Problem
Please copy each line below that contains the word "radius".

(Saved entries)

------------

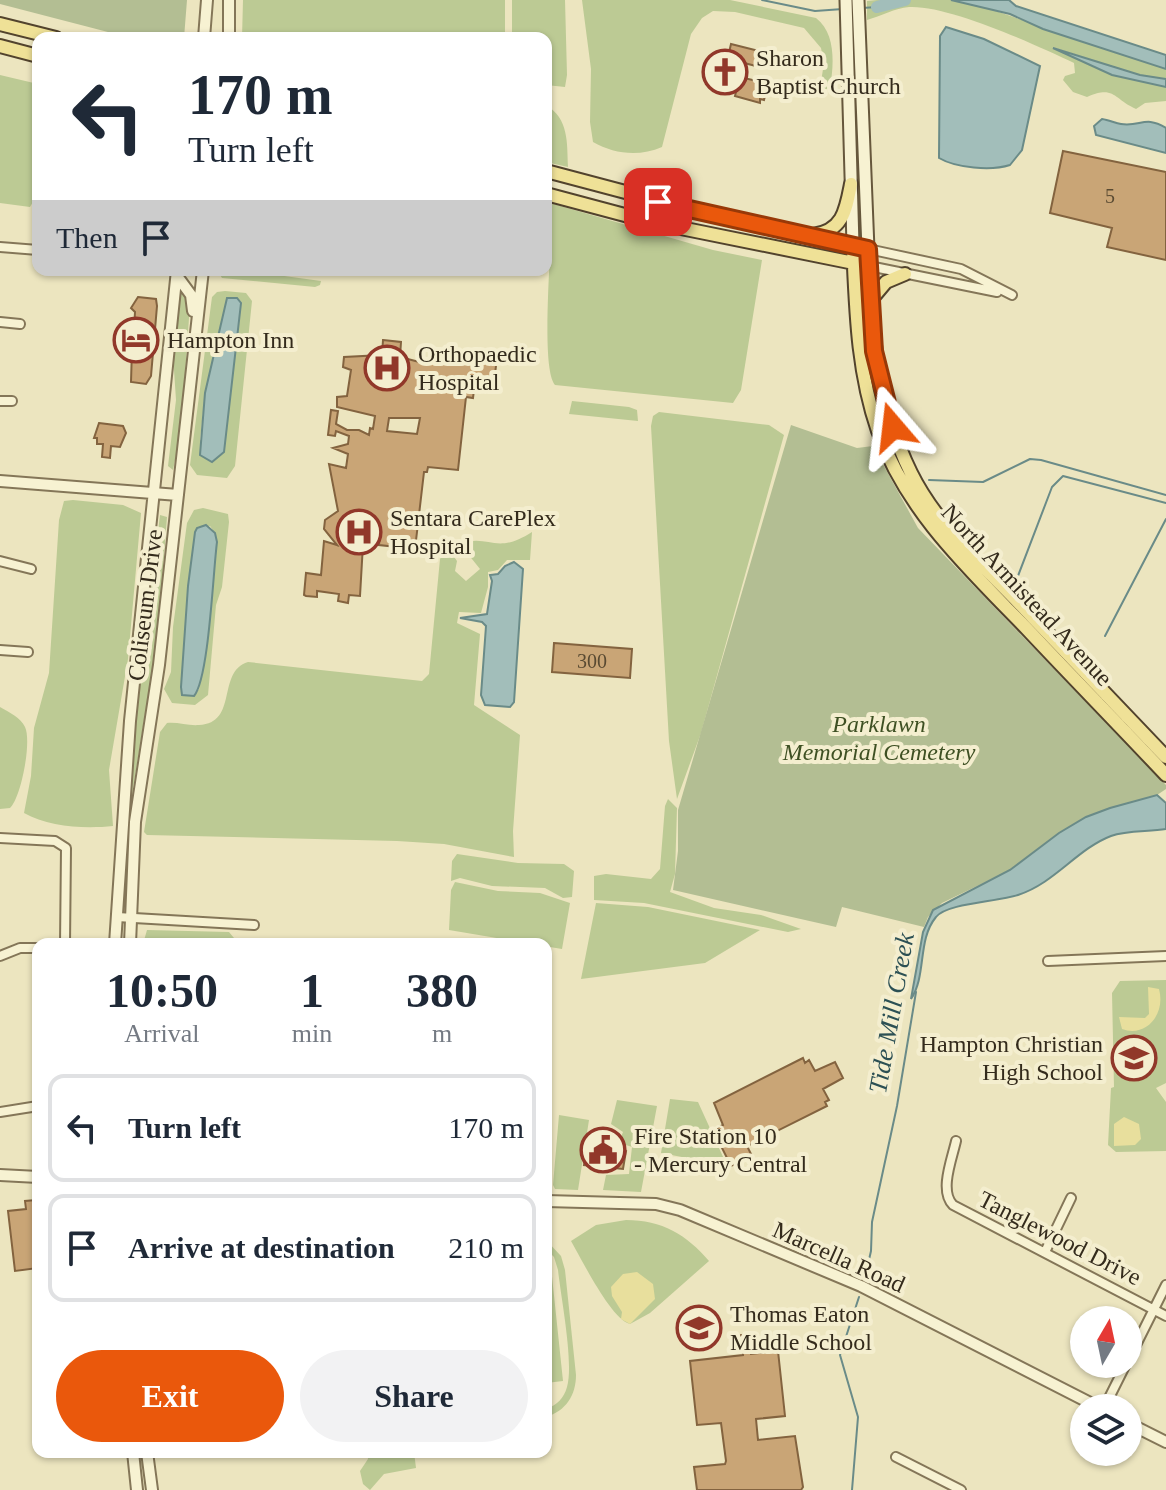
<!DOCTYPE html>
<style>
:root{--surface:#fff;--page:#f2f2f3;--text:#1f2937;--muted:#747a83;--line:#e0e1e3;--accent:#ea580c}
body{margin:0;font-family:Georgia,serif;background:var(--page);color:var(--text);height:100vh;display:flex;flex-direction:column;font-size:30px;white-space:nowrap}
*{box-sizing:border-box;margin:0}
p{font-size:26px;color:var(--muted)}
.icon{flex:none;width:44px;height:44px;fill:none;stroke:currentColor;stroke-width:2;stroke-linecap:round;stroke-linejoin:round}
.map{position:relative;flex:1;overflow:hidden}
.details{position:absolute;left:32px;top:938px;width:520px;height:520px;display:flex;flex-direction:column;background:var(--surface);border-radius:16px;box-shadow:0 2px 6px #0004}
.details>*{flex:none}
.guide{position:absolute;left:32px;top:32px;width:520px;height:244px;border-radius:16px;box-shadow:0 2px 6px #0004;background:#fff;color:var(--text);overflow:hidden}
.needle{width:52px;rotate:9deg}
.buttons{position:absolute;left:1070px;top:1306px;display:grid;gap:16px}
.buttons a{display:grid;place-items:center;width:72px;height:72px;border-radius:50%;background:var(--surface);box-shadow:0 2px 6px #0004;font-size:40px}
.pin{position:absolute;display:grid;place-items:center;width:68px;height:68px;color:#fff;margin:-34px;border-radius:16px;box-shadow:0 4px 12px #0006}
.me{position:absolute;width:88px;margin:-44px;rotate:343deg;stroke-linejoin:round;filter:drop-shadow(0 0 6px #0008)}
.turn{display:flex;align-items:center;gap:28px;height:168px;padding:0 24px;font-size:36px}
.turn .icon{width:104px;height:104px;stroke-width:2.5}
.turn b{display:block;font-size:56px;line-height:68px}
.then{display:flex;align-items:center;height:76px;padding:0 24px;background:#0003;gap:16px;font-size:30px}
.eta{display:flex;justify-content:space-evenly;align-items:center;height:136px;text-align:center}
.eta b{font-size:48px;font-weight:700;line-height:56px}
.primary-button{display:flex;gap:16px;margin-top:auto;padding:16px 24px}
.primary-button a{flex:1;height:92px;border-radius:48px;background:var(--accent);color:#fff;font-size:32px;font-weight:700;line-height:92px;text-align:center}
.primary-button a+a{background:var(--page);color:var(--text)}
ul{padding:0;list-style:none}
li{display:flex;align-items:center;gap:24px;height:108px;margin:0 16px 12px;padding:0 8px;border:4px solid var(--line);border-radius:16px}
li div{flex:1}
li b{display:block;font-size:30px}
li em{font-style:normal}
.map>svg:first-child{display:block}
.green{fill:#bcca94;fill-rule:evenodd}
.sand{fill:#e8df9d}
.cemetery{fill:#b3be93}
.water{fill:#a2beba;stroke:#6a8b88;stroke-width:2}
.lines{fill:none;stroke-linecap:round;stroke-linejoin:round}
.stream{stroke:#6a8b88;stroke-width:2}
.river{stroke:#a2beba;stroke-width:12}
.building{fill:#c9a576;stroke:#83633f;stroke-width:2;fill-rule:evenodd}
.minor-casing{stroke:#847658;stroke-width:12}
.tertiary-casing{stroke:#847658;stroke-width:14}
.secondary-casing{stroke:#66573c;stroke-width:15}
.primary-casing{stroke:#52432d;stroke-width:16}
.minor{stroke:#f7f2d2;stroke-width:8}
.tertiary{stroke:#f7f2d2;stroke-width:10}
.secondary{stroke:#f7f2d2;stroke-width:11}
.primary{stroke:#efe197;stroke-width:12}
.route-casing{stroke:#983908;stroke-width:20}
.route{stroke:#ea580c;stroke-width:14}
.labels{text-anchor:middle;stroke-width:8;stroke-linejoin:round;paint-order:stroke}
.number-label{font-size:20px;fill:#594a32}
.poi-label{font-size:24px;fill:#342b1c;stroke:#f4eecf;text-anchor:start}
.street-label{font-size:24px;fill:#342b1c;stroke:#f4eecf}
.park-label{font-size:24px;font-style:italic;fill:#3e5023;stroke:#f4eecf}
.water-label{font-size:26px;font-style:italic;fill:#2c5054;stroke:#f4eecf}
</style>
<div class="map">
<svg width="1166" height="1490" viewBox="0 0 1166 1490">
<rect width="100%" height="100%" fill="#ece5bf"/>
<path class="green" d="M243,0H505V38H242Z
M512,0H565L567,75L565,87L546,85V38H512Z
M582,0H730L816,18C836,33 834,65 830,87L825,90L820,88L824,63L821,48L804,28L735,12L713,11L702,18L691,34L662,147C639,157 614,154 593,142L590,122L591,69Z
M877,0H951L981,6L1166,69V79L1140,75L1055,48L1112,75L1166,87V101L1145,103L1136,109C1113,99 1115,85 1087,97L1073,92L1063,80L1065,76L1075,73L1074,63C1036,45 949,5 909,7C895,8 881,16 867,20V1Z
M0,75L38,84C38,107 43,192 30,207L0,203Z
M546,105C569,119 567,142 568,167L546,162Z
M550,203L713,250L762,260L741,390L733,403L555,385C540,367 552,248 551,216L546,208Z
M217,270H278L277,275L321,281L320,285L315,287L222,278Z
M181,291H183L190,304L181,431L173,470L168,466L176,400L173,355Z
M225,291L246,293L252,301L235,466L227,478L197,475L190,465L212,297L217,292ZM227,298H237L241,304L224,452L200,440L205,393Z
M572,401L629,407L637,410L638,421L569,414Z
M659,412L769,425L784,435L701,733L677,799L669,741L651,426L653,416Z
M73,500L123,505L141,513L128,659L109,770L113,826C85,829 48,827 24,813L31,776L34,728L49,673L59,520L64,501Z
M203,508L228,514L229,522L222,587L216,605L208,695L195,705L172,703L164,689L171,672L173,627L187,523L194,510ZM210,526L215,533L217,542L199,690L181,687L194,539L195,532Z
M160,515L167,517L158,633L132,795L128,860L126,841L137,705Z
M532,532L530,560H507L498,570L488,572V587L481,613L459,612L457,623L480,634L474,705L520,735L513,831L514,857L444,844L397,841L147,835L144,832L160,732L167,723C178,722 189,726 199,725C239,723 216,672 248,662L422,681L429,674L440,559L447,547L457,561L455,571L466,581L480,569L460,544C489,533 495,556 532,532Z
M0,707C9,712 21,718 25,727C32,741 21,798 10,808L0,809Z
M668,799L677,808L675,874L670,892L714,908L761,915L801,929L788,932L644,903L594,900V876L606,874L651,879L660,869L665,806Z
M457,854L518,863L564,864L574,871L572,897L563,898L545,888L492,886L460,878L451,881L452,861Z
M455,882L498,891L540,893L570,903L562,949L449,930L451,890Z
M596,903L648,907L760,930L705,963L581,979Z
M147,930L229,932L239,944H143Z
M1166,980V1083L1156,1088L1166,1102V1151L1116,1152L1108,1145L1111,1088L1114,1087L1112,993L1120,981Z
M670,1099L698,1102L724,1159L713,1163L661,1153Z
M617,1100L657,1106L641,1192L603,1190L606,1175L629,1174L632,1147L626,1145L621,1137L623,1132L611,1124Z
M559,1115L589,1120L578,1190L555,1189L553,1185Z
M626,1220C662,1220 687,1235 709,1261L650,1313L630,1324C611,1319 582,1260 571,1241L596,1225Z
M546,1240L561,1256L565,1270L576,1375C576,1395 566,1411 546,1417V1409C557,1405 564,1398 567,1387C574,1363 561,1298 558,1270L554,1257L546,1249Z
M546,1267H551L563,1381L546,1383Z
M367,1452H414L416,1468L384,1474L370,1490L363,1484L360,1471L368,1459Z"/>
<path class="sand" d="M1148,987L1159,989C1166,1014 1146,1038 1122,1029L1119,1017L1145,1018L1149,1014Z
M1124,1117L1139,1124L1141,1139L1135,1145L1114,1146V1124Z
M637,1272L653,1284L655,1299L630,1324L621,1319L622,1312L612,1296L611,1287L623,1274Z"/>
<path class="cemetery" d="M0,0H187L184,38H131L0,4Z
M791,425L857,448L873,446L918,528L1166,785V789L1157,795L1110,808L1069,827L1010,870L942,903L928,917L924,927L842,907L836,927L673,890L678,851V810Z"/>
<path class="water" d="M951,0H1009L1016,6L1166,55V69L1043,29L1010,14Z
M946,27L984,39L1040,66L1022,150L1010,165C991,171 956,168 939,158L940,36Z
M1053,48L1140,75L1166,79V87L1112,75Z
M1102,119C1109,120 1115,123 1121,124C1141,127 1145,115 1166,128V153L1096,135L1094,126Z
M227,298H237L241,303L224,452L212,462L200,455L205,393Z
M206,525L215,533L217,542C213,572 209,678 194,696L182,695L181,687L188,586L195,532L197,528Z
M514,562L523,569L514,702L510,707L485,705L481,695L486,626L482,622L460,618L487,614L492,581L490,575L498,574L505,566Z
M1157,795L1166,803V829C1149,832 1127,830 1111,836C1077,849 1055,883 1018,895C997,902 947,903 936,917C917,940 927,975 911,999L923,932L933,910L1010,870L1059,833L1086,817L1110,808Z"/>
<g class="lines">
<path class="stream" d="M762,0L815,11L843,9
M862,8L877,7
M929,480L983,482L1030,459L1041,460L1166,495
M1013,589L1052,487L1063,476L1166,503
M1105,636L1166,519
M865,1277L871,1251L872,1222L897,1106L916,992
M852,1490L858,1417L840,1355L859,1297"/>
<path class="river" d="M877,7L905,0"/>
</g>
<path class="building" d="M731,44L763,52L760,67L744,63L740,77L765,83L764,87L767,88L764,100L760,99V103L735,96L736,92L706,84L712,58L727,61Z
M1063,151L1166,172V260L1107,247L1112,228L1050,213Z
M138,297L156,299L157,306L151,376L146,384L131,382L132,348L115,342L117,332L134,331L135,312L131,308Z
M383,340L401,342L400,357L427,364L432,351L497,357L493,392L474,390L473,398L466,397L458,470L428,467L427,472H424L415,549L379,545L380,535L364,527L360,596L349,595L348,603L338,601L339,594L317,591V597L306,596L304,595L306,573L321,575L324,541L337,545L324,529L325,520L338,511L329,464L346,468L348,454L333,448L348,444L349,436L336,431L335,436L328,435L331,410L338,411L336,424L347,430H359L369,435L370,428L373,429L375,416L337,407V397L347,396L351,370L343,367L344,357L382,355ZM389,418H420L417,434L387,431Z
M99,423L123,426L126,433L120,447L111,446L110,458L102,457L103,444H97V438H94Z
M554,643L632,649L630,678L552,672Z
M803,1058L805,1063L809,1060L815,1071L835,1062L843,1078L823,1089L829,1100L825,1102L827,1106L747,1146L752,1156L731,1166L713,1130L723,1125L714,1103Z
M605,1133L615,1134L613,1149L626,1151L623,1169L584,1165L588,1139L604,1142Z
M36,1200L38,1268L15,1271L8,1211L26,1209L25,1201Z
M749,1334L751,1354L778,1351L785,1416L756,1419L758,1440L795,1436L803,1487L801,1490H697L694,1467L725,1464L726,1461L721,1423L697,1425L690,1361L743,1355L741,1335Z"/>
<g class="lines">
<g class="minor-casing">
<path id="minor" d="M0,247L38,250
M868,249L961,269L1012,295
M869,266L997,292
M0,322L20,324
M0,401H12
M0,561L31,569
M0,650L28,652
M0,838L55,841L66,848L65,944
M117,917L254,925
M0,956L20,948H38
M1048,961L1166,956
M0,1112L38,1106
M956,1141C952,1159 939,1191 953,1205L1166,1316
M1045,1252L1071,1198
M1128,1361L1166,1285
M1104,1408L1126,1364
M896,1457L961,1490"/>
</g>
<g class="tertiary-casing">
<path id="tertiary" d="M229,0V38
M204,38L207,0
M177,276L191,295L193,311
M0,481L178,495
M115,944L130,721L177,270
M130,944L135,822L159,665L203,270
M0,1175L38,1177
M546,1201L656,1204L680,1210L861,1286L1100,1408
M1128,1423L1166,1442
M133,1452L137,1490
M147,1452L152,1490"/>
</g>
<g class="secondary-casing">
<path id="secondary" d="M846,0L853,245
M858,0L868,249"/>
</g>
<g class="primary-casing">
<path id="primary" d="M0,24L56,38
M0,46L38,56
M546,171L716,216L868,249C871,326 876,402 911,473C936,524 981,563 1019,603C1068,654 1117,706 1166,757
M546,194L651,222L859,264
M813,235C843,231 846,210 851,184
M853,245C856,309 857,370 878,431C907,512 969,569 1027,629C1073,678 1120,726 1166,775
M870,301L886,282L905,274"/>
</g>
<use href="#minor" class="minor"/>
<use href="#tertiary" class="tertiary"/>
<use href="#secondary" class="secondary"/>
<use href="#primary" class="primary"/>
</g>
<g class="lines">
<g class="route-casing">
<path id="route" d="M658,202L868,249L874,351L893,427"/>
</g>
<use href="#route" class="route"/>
</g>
<defs>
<g id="church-ring" transform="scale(2.3)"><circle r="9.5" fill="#f4eecf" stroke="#91382a" stroke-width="1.5"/><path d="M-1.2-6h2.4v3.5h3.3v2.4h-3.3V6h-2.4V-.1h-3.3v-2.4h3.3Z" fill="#91382a"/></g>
<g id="hotel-ring" transform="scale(2.3)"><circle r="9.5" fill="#f4eecf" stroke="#91382a" stroke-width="1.5"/><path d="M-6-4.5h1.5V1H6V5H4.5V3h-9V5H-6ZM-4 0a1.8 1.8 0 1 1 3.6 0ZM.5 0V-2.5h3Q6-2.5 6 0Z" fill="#91382a"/></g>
<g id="hospital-ring" transform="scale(2.3)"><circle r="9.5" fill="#f4eecf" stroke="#91382a" stroke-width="1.5"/><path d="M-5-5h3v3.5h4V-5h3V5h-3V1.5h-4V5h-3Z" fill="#91382a"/></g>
<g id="school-ring" transform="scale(2.3)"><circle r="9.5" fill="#f4eecf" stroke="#91382a" stroke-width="1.5"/><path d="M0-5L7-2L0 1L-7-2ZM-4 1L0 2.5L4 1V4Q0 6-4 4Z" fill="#91382a"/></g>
<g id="civic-ring" transform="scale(2.3)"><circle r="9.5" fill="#f4eecf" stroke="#91382a" stroke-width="1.5"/><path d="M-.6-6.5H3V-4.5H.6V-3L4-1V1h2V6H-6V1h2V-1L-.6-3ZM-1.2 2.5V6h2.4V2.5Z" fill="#91382a"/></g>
</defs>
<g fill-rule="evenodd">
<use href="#church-ring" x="725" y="72"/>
<use href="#hotel-ring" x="136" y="340"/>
<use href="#hospital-ring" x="387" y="368"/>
<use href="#hospital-ring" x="359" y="532"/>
<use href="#school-ring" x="1134" y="1058"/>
<use href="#civic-ring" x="603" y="1150"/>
<use href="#school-ring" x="699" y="1328"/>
</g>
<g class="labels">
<g class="number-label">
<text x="1110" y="203">5</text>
<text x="592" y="668">300</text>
</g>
<g class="poi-label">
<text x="756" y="66">Sharon<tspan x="756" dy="28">Baptist Church</tspan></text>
<text x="167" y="348">Hampton Inn</text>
<text x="418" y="362">Orthopaedic<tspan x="418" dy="28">Hospital</tspan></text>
<text x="390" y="526">Sentara CarePlex<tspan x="390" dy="28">Hospital</tspan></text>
<text x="1103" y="1052" text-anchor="end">Hampton Christian<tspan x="1103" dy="28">High School</tspan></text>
<text x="634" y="1144">Fire Station 10<tspan x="634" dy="28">- Mercury Central</tspan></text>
<text x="730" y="1322">Thomas Eaton<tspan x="730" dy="28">Middle School</tspan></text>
</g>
<g class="street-label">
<text transform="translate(1027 595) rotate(47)" y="8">North Armistead Avenue</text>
<text transform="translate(145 605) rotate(-83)" y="8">Coliseum Drive</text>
<text transform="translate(1060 1238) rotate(27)" y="8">Tanglewood Drive</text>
<text transform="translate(839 1257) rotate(24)" y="8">Marcella Road</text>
</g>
<g class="park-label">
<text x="879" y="732">Parklawn<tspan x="879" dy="28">Memorial Cemetery</tspan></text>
</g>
<g class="water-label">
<text transform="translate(891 1013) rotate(-80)" y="9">Tide Mill Creek</text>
</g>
</g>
</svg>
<div class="buttons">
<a><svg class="needle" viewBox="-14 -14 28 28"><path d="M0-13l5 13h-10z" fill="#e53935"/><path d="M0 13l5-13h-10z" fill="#747a83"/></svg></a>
<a><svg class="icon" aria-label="layers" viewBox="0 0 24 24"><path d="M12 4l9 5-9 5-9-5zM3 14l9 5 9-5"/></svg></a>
</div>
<div class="pin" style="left:658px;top:202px;background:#d93025"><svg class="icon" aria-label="arrive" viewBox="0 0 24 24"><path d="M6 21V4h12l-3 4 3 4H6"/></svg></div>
<svg class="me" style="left:893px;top:427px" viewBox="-20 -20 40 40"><path d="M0-17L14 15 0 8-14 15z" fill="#ea580c" stroke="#fff" stroke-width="4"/></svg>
<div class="guide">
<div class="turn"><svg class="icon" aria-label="left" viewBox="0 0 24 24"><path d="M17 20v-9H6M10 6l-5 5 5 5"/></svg><div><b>170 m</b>Turn left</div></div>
<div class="then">Then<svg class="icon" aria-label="arrive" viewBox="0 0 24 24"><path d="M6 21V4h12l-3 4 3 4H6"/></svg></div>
</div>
<section class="details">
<div class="eta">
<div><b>10:50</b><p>Arrival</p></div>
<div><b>1</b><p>min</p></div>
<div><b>380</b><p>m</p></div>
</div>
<ul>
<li><svg class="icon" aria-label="left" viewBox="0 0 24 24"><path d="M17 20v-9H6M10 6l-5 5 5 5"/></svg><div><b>Turn left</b></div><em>170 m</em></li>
<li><svg class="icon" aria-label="arrive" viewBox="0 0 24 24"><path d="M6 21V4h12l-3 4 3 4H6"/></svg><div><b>Arrive at destination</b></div><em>210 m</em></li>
</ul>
<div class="primary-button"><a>Exit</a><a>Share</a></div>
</section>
</div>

------------

Response to this exercise
.details{position:absolute;left:32px;top:938px;width:520px;height:520px;display:flex;flex-direction:column;background:var(--surface);border-radius:16px;box-shadow:0 2px 6px #0004}
.guide{position:absolute;left:32px;top:32px;width:520px;height:244px;border-radius:16px;box-shadow:0 2px 6px #0004;background:#fff;color:var(--text);overflow:hidden}
.buttons a{display:grid;place-items:center;width:72px;height:72px;border-radius:50%;background:var(--surface);box-shadow:0 2px 6px #0004;font-size:40px}
.pin{position:absolute;display:grid;place-items:center;width:68px;height:68px;color:#fff;margin:-34px;border-radius:16px;box-shadow:0 4px 12px #0006}
.primary-button a{flex:1;height:92px;border-radius:48px;background:var(--accent);color:#fff;font-size:32px;font-weight:700;line-height:92px;text-align:center}
li{display:flex;align-items:center;gap:24px;height:108px;margin:0 16px 12px;padding:0 8px;border:4px solid var(--line);border-radius:16px}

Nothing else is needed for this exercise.